Azer Akhtar, Vienna, VA, for appellee Rosenberg & Associates, LLC in No. 12–CV–1626.

Before EASTERLY and McLEESE, Associate Judges, and PRYOR, Senior Judge.

McLEESE, Associate Judge:

Appellants James L. Scales and April J. Ward, who are married, purchased a residence together. After they defaulted on two loans, appellee Wells Fargo Bank, N.A. foreclosed on the residence. Wells Fargo also filed an action for possession of the residence. Mr. Scales and Ms. Ward filed a separate action challenging the foreclosure in Superior Court, alleging numerous claims against Wells Fargo and appellee Rosenberg & Associates, LLC (“R & A”), a law firm that participated in the foreclosure. The trial court denied relief to Mr. Scales and Ms. Ward and entered a non-redeemable judgment of possession to Wells Fargo. We affirm.

I.

Except as noted, the following facts are undisputed. In April 2004, Mr. Scales and Ms. Ward purchased as tenants by the entirety a property located at 400 Orange Street, S.E., Washington, D.C. By 2006, they had two outstanding loans on the property: a $216,000 mortgage relating to the purchase of the property and an equity line of credit (“ELOC”) with a limit of $27,000. Mr. Scales and Ms. Ward obtained both loans from World Savings Bank, F.S.B.—a predecessor in interest to Wells Fargo.1

Mr. Scales and Ms. Ward subsequently moved to 5907 Herring Court, Waldorf, Maryland. Mr. Scales and Ms. Ward notified Wells Fargo of their new address with respect to the mortgage, but the parties dispute whether Mr. Scales and Ms. Ward properly notified Wells Fargo of their new address with respect to the ELOC. From 2006 to 2012, Mr. Scales and Ms. Ward rented the Orange Street property to a tenant who paid them approximately $1700 per month.

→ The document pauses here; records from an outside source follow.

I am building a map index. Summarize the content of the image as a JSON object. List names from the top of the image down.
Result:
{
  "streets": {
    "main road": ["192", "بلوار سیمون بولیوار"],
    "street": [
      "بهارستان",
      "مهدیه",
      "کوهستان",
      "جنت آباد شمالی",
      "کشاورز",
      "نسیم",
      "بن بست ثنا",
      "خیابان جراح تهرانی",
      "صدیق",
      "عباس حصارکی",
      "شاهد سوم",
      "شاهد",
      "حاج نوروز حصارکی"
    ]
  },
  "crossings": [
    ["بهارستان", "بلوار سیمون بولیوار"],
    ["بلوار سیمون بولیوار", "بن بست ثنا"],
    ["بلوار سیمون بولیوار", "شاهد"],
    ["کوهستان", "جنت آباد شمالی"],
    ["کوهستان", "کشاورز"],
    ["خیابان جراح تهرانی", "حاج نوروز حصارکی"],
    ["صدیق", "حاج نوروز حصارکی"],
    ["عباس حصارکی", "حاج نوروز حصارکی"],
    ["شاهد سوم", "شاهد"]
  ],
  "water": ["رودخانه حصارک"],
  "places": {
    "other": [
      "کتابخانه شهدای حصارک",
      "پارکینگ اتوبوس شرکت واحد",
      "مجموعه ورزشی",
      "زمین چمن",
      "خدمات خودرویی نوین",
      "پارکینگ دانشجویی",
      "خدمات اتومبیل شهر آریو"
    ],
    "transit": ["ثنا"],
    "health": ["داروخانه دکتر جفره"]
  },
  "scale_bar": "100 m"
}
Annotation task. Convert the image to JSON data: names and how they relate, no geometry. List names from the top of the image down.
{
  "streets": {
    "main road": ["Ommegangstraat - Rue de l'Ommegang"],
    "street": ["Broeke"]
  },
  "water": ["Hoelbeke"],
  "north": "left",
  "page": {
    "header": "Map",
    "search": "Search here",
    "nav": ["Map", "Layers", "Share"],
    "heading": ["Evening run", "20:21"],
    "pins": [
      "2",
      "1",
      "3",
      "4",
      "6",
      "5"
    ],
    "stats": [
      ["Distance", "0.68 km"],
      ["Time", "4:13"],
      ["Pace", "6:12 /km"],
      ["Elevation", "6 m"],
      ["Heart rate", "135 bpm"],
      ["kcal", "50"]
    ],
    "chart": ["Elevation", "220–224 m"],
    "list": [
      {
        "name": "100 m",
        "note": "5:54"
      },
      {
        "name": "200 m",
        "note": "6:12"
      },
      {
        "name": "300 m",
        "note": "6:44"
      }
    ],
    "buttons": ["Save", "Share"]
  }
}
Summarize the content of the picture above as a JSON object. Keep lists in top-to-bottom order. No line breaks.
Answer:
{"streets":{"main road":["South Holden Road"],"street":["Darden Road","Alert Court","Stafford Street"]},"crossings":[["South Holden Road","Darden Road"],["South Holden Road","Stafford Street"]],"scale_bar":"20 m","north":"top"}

In 2009, Mr. Scales and Ms. Ward defaulted on both loans. As a result, Wells Fargo took steps to foreclose on the property, relying solely on the default with respect to the ELOC. Wells Fargo hired R & A to initiate foreclosure proceedings. On December 8, 2009, R & A sent a notice of intent to foreclose to Mr. Scales and Ms. Ward at the Orange Street address. The 2009 notice stated that the foreclosure sale would occur on January 12, 2010.

In January 2010, Mr. Scales filed a complaint in Superior Court and moved for a temporary restraining order (“TRO”) and preliminary injunction to prevent foreclosure, alleging that Wells Fargo was not the proper holder of the ELOC note. Mr. Scales's TRO motion listed Orange Street as Mr. Scales's home address.

The trial court granted a TRO and cancelled the foreclosure sale, based on Mr. Scales's promise to cure the default within two days. The trial court gave Mr. Scales's case priority because the court understood from Mr. Scales that the foreclosure action involved Mr. Scales's home.

Mr. Scales failed to cure the default. As a result, the trial court granted Wells Fargo's motion to dismiss the TRO action and re-scheduled the foreclosure sale for March 23, 2010. R & A again sent notice of intent to foreclose to the Orange Street address.

On March 23, 2010, Wells Fargo purchased the property at the foreclosure sale. On March 30, 2010, Wells Fargo served a thirty-day notice to quit on Mr. Scales and Ms. Ward at the Orange Street address. The deed of sale reflecting Wells Fargo's purchase was executed on May 7, 2010, and recorded on June 30, 2010.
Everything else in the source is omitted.